Wake up to developers’ dream bill
Anyone who believes government shouldn’t pick winners and losers in the economy should oppose House Bill 72.
And anyone who believes ordinary citizens should have the same right to contest real estate developments as developers have to propose them should oppose HB 72.
Finally, anyone who believes that citizens should have full, free access to the courts to resolve disputes should oppose HB 72.
HB 72, which passed out of committee Thursday, is the latest version of bills that have been kicking around the General Assembly for years to discourage people from contesting development plans they fear will harm them and their communities. The Kentucky Resources Council, a public advocacy group that tracks legislation, calls it “a dream for developers and nightmare for neighbors.”
Despite developers’ hefty campaign contributions, past bills have died bipartisan deaths and that is what should happen to HB 72, sponsored by Reps. Jerry Miller, R-Louisville, and Robert Benvenuti, R-Lexington. Under the bill, those who challenge a development but lose at the circuit court level could be required to post a bond of up to $250,000 to carry their case to the Kentucky Court of Appeals.
The circuit judge could levy the big bond if he or she thought the appeal was, in the words of the bill, “presumptively frivolous.” But even if the judge found it had merit, the bond could be as high as $100,000. That bond could be forfeited if the party appealing loses.
So, anyone challenging a development plan who gets turned back by the first court would have to make a high-stakes bet on their chance of succeeding at the next level.
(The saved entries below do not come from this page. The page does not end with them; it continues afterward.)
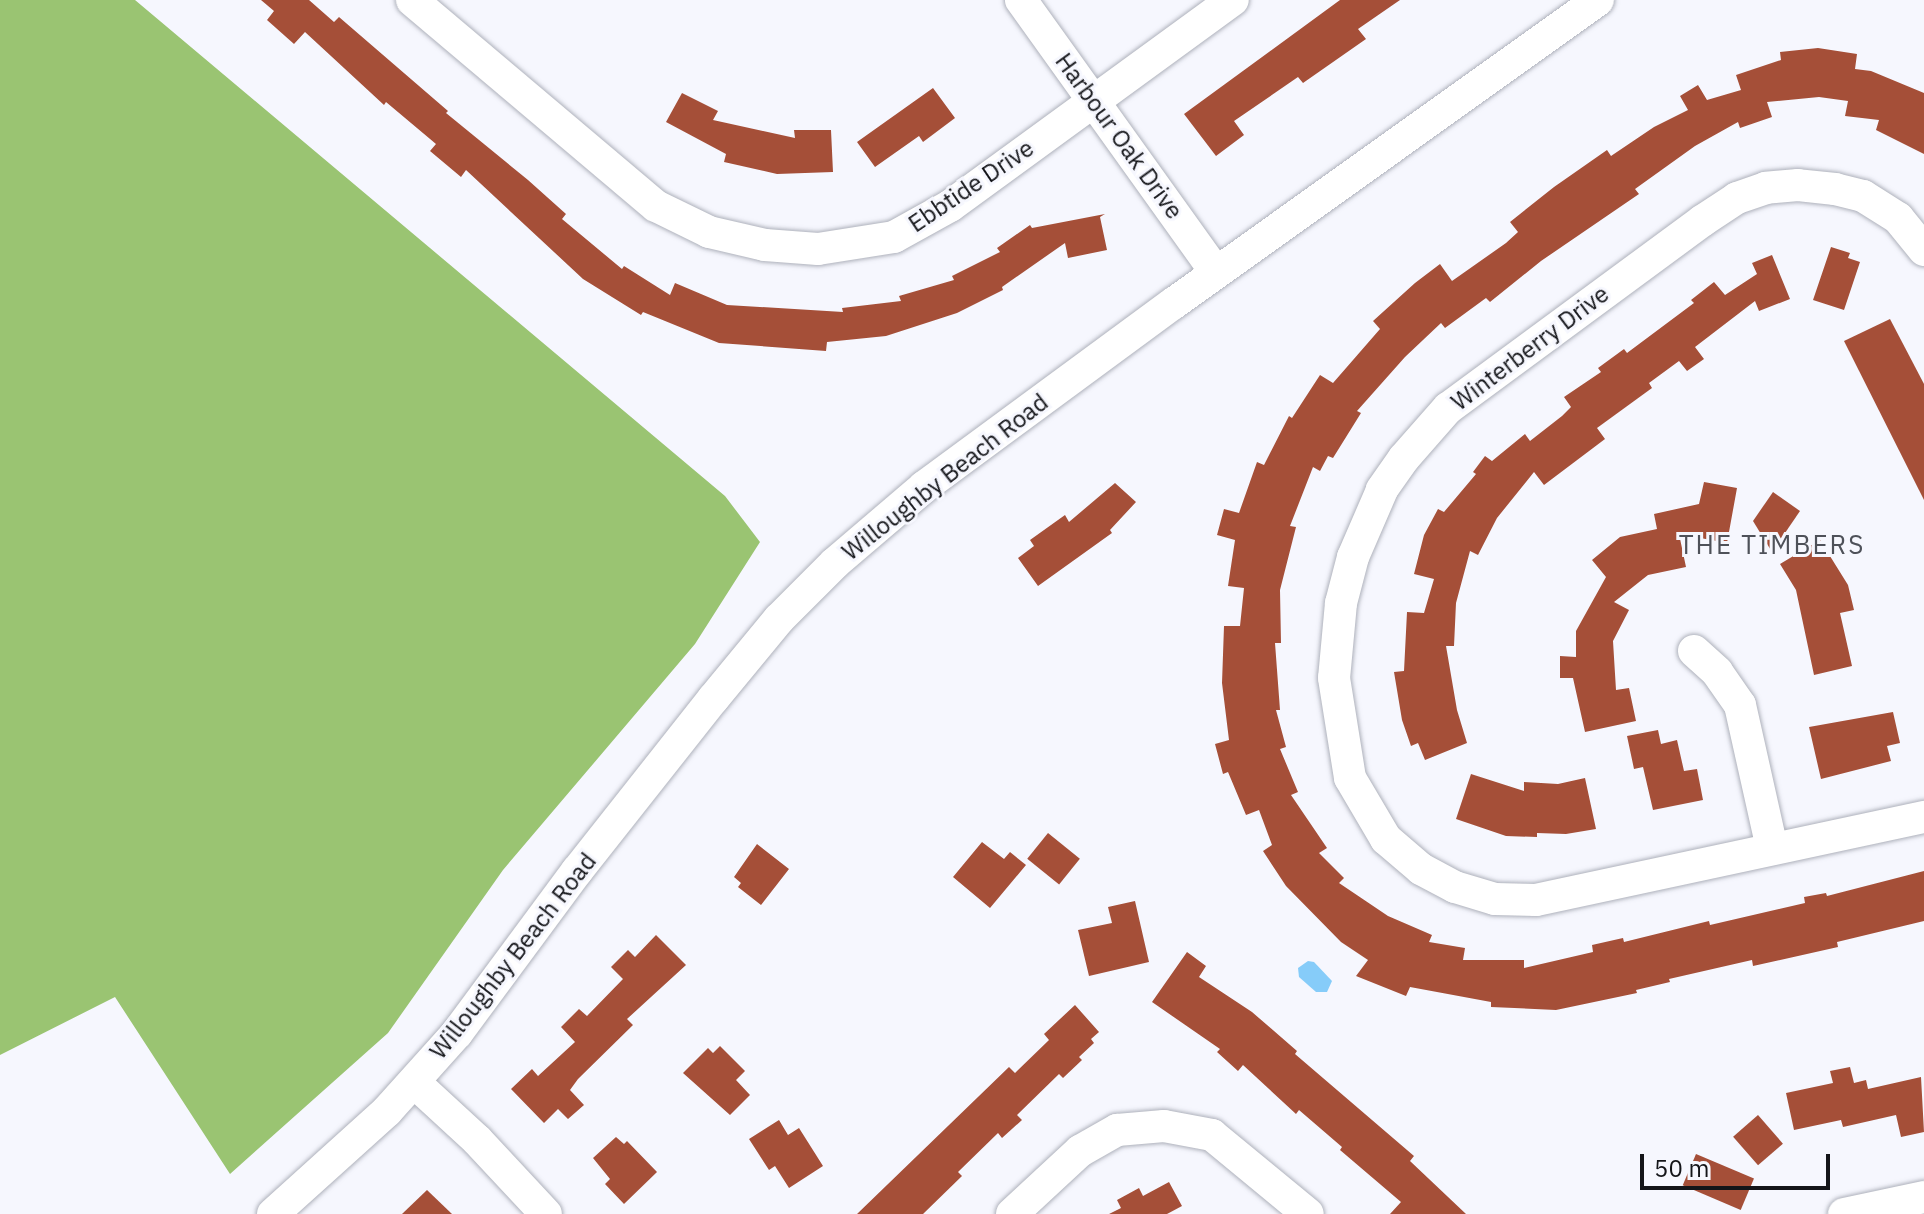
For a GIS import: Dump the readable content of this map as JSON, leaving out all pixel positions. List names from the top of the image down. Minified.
{"streets":{"street":["Harbour Oak Drive","Ebbtide Drive","Winterberry Drive","Willoughby Beach Road"]},"crossings":[["Harbour Oak Drive","Ebbtide Drive"],["Harbour Oak Drive","Willoughby Beach Road"]],"districts":["THE TIMBERS"],"scale_bar":"50 m"}
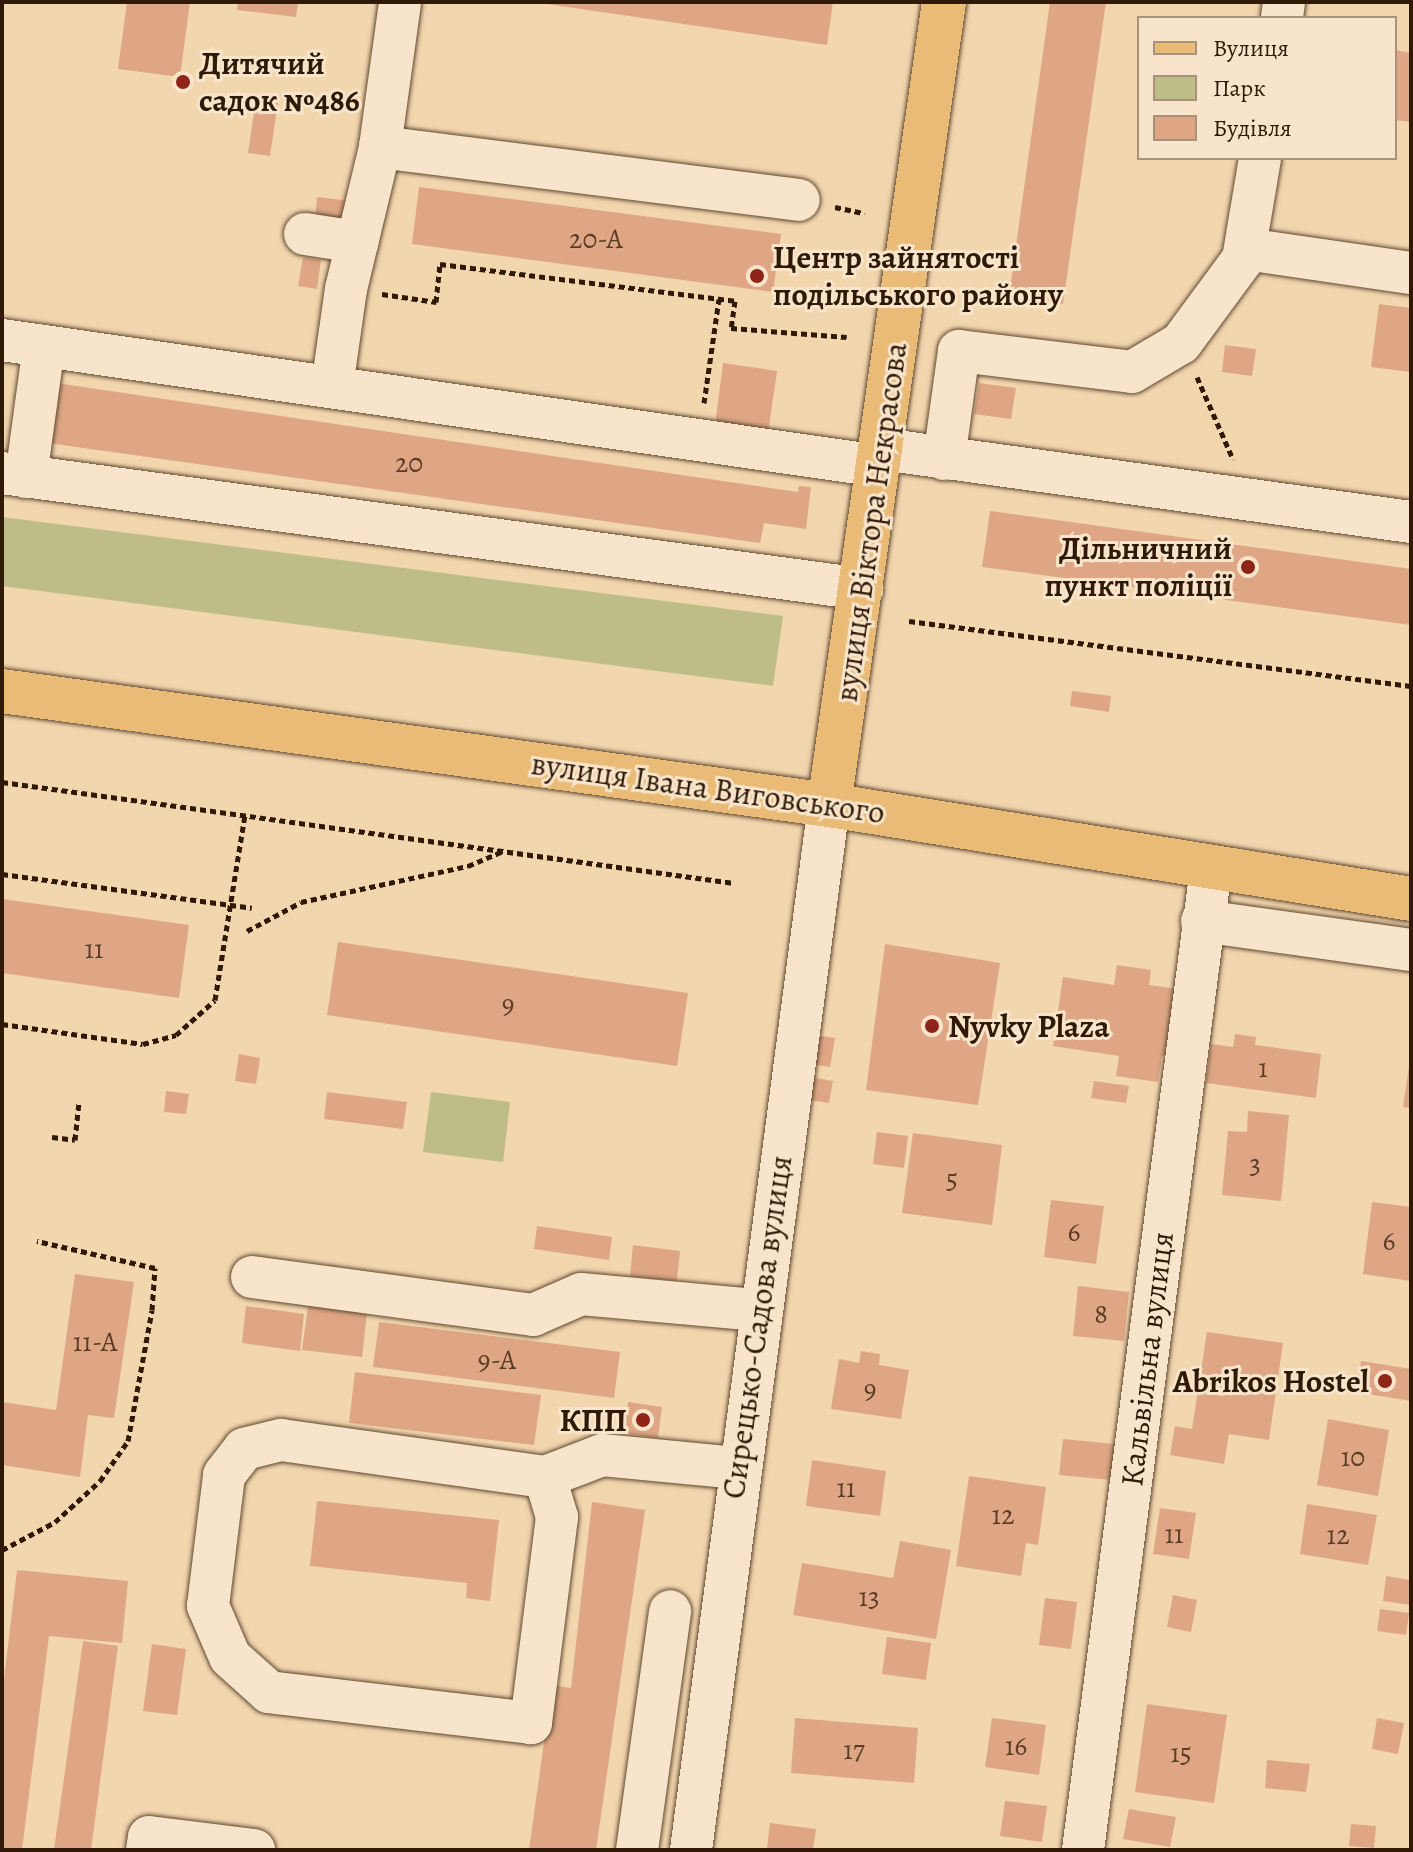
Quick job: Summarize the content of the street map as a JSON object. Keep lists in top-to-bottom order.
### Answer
{
  "streets": {
    "main road": ["вулиця Віктора Некрасова", "вулиця Івана Виговського"],
    "street": ["Сирецько-Садова вулиця", "Кальвільна вулиця"]
  },
  "crossings": [
    ["вулиця Віктора Некрасова", "вулиця Івана Виговського"],
    ["вулиця Віктора Некрасова", "Сирецько-Садова вулиця"],
    ["вулиця Івана Виговського", "Сирецько-Садова вулиця"],
    ["вулиця Івана Виговського", "Кальвільна вулиця"]
  ],
  "places": [
    "Дитячий садок №486",
    "Центр зайнятості подільського району",
    "Дільничний пункт поліції",
    "Nyvky Plaza",
    "Abrikos Hostel",
    "КПП"
  ],
  "house_numbers": [
    "20-А",
    "20",
    "11",
    "9",
    "1",
    "3",
    "5",
    "6",
    "6",
    "8",
    "11-А",
    "9-А",
    "9",
    "10",
    "11",
    "12",
    "11",
    "12",
    "13",
    "16",
    "17",
    "15"
  ],
  "legend": ["Вулиця", "Парк", "Будівля"]
}
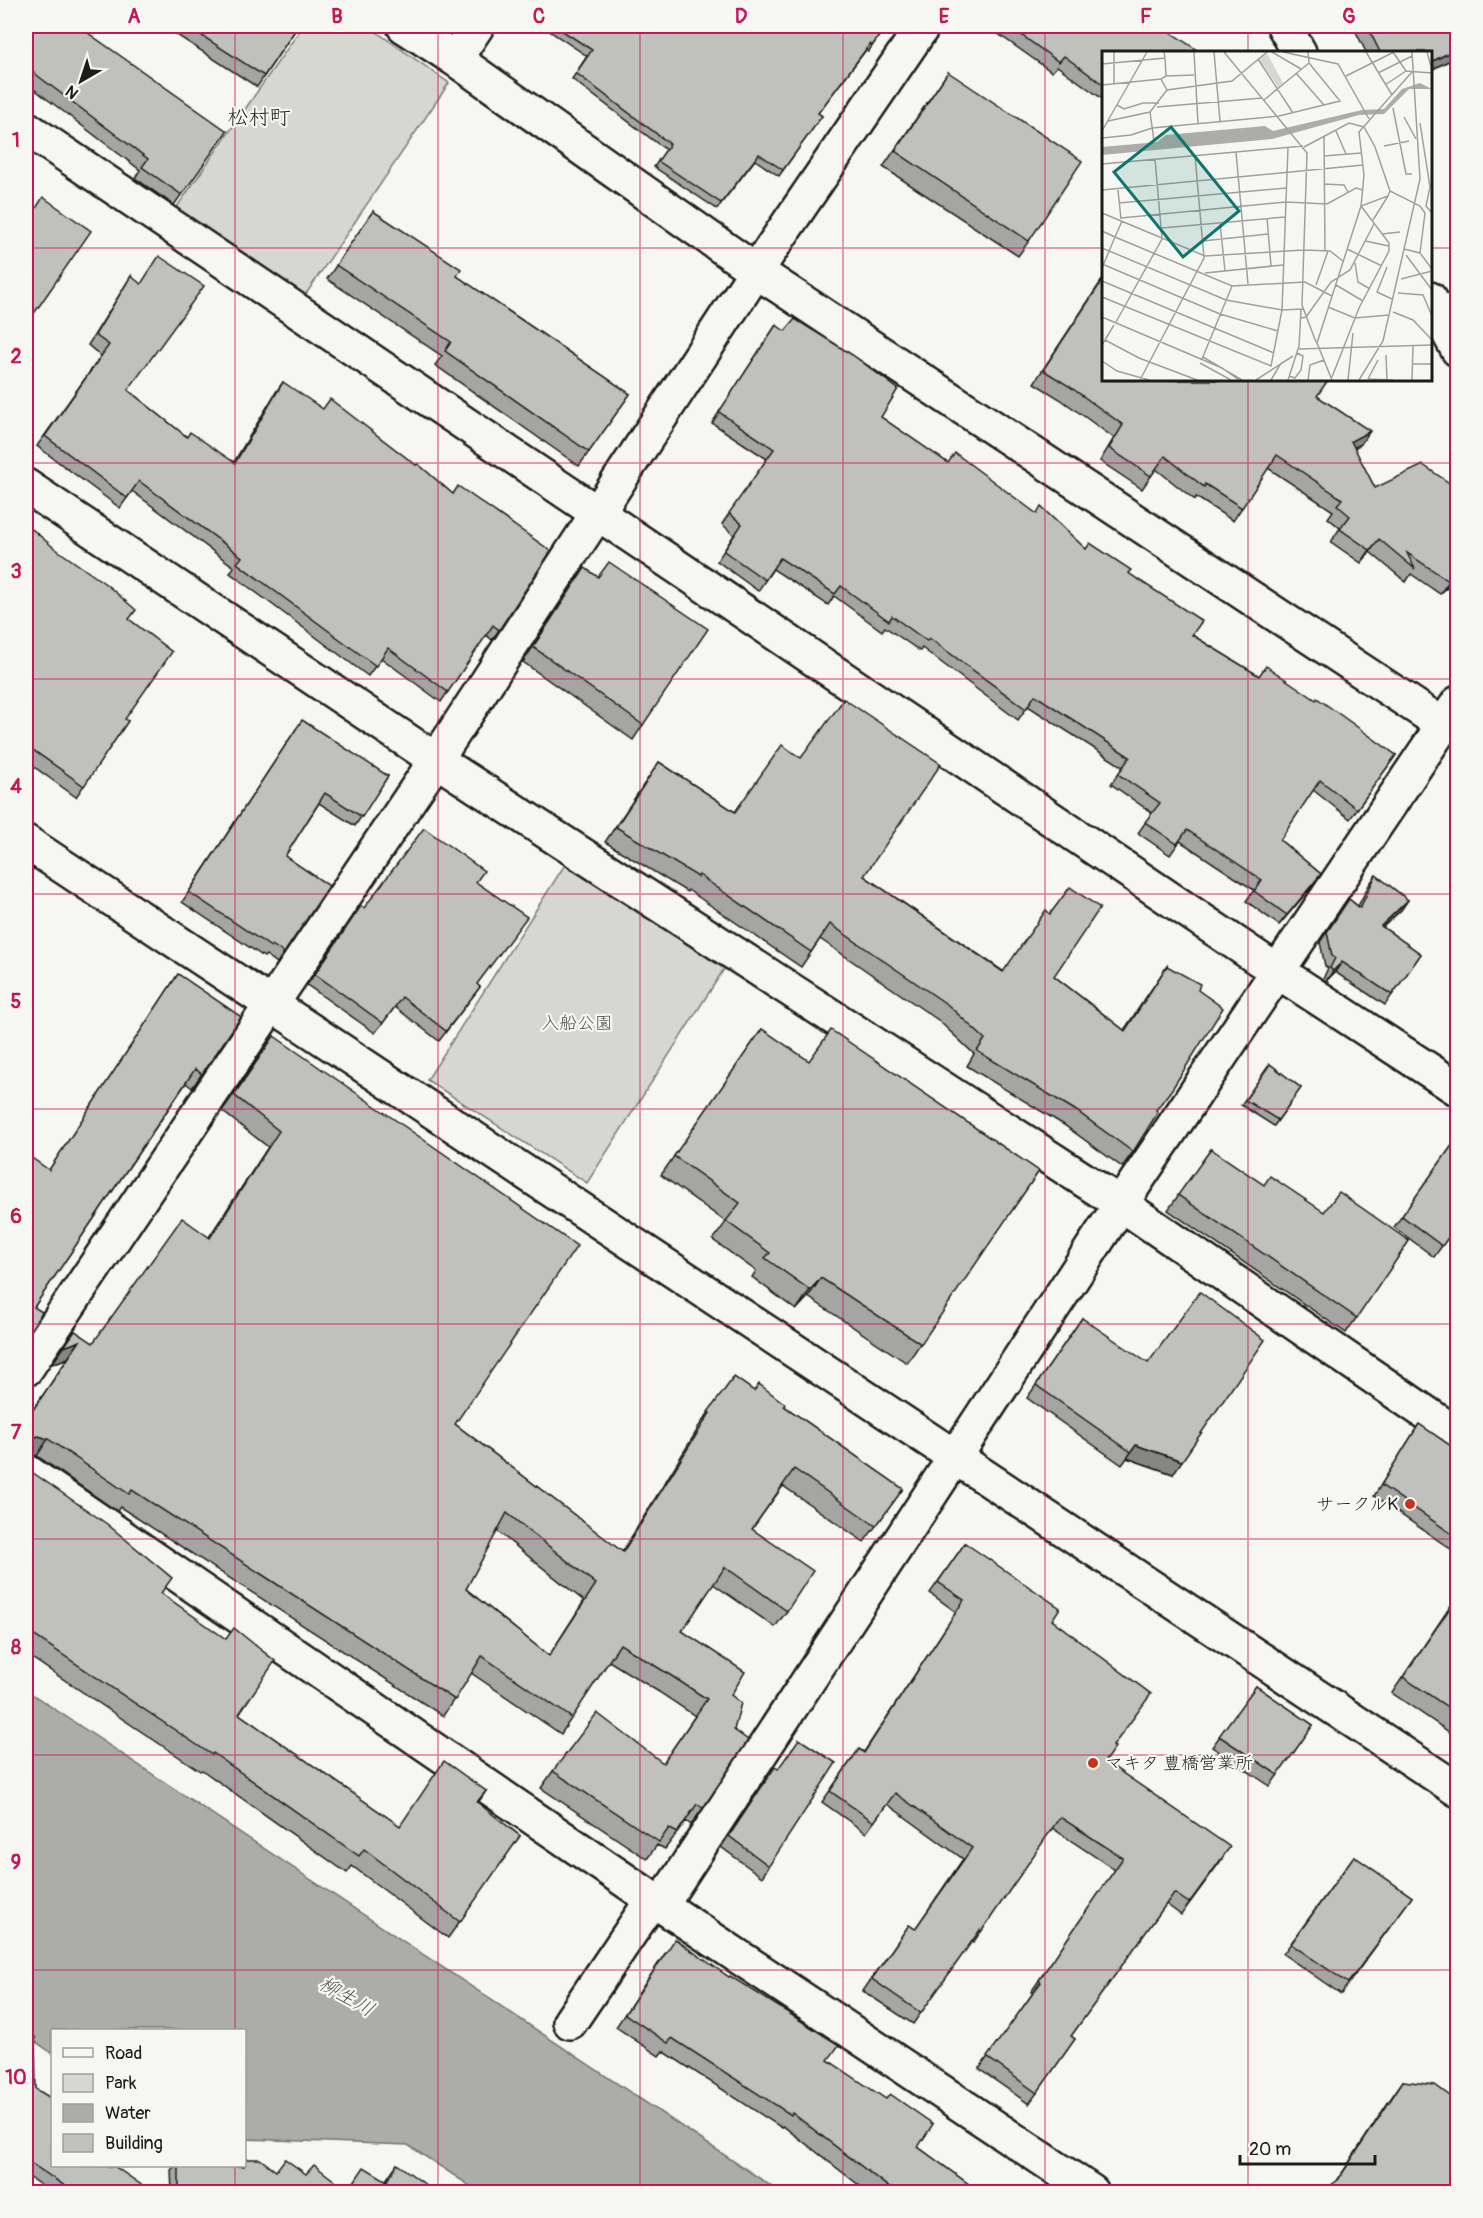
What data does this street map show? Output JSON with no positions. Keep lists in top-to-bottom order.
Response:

The rationale for this odd courtroom roulette is that developers should be reimbursed for costs incurred while their projects are held up in the courts.
There are a lot of problems with that rationale, not the least being that it singles out developers as a special class that needs protection.
In addition, it makes no sense. As Wikipedia explains, “Developers usually take the greatest risk in the creation or renovation of real estate — and receive the greatest rewards.”
It’s straight up Business 101: They take the risks, which include getting final zoning approval, even if that includes appeals through the courts, and they get the rewards. But HB 72 thinks some of those risks should be off-loaded onto anyone with the temerity to pursue a challenge after losing one round in court.
Often neighborhood associations bear the burden of challenging proposed developments that could damage both their quality of life and property values. They struggle to raise money for lawyers to plead their case before zoning boards, city councils and sometimes in court.
That’s the point of this bill, to make it more expensive, so the neighborhood groups will run out of money and energy and give up.
It’s a disturbing, cynical and probably unconstitutional effort to reduce risk for developers so they can gain even greater rewards. Voters should urge their representatives to turn it aside again this year.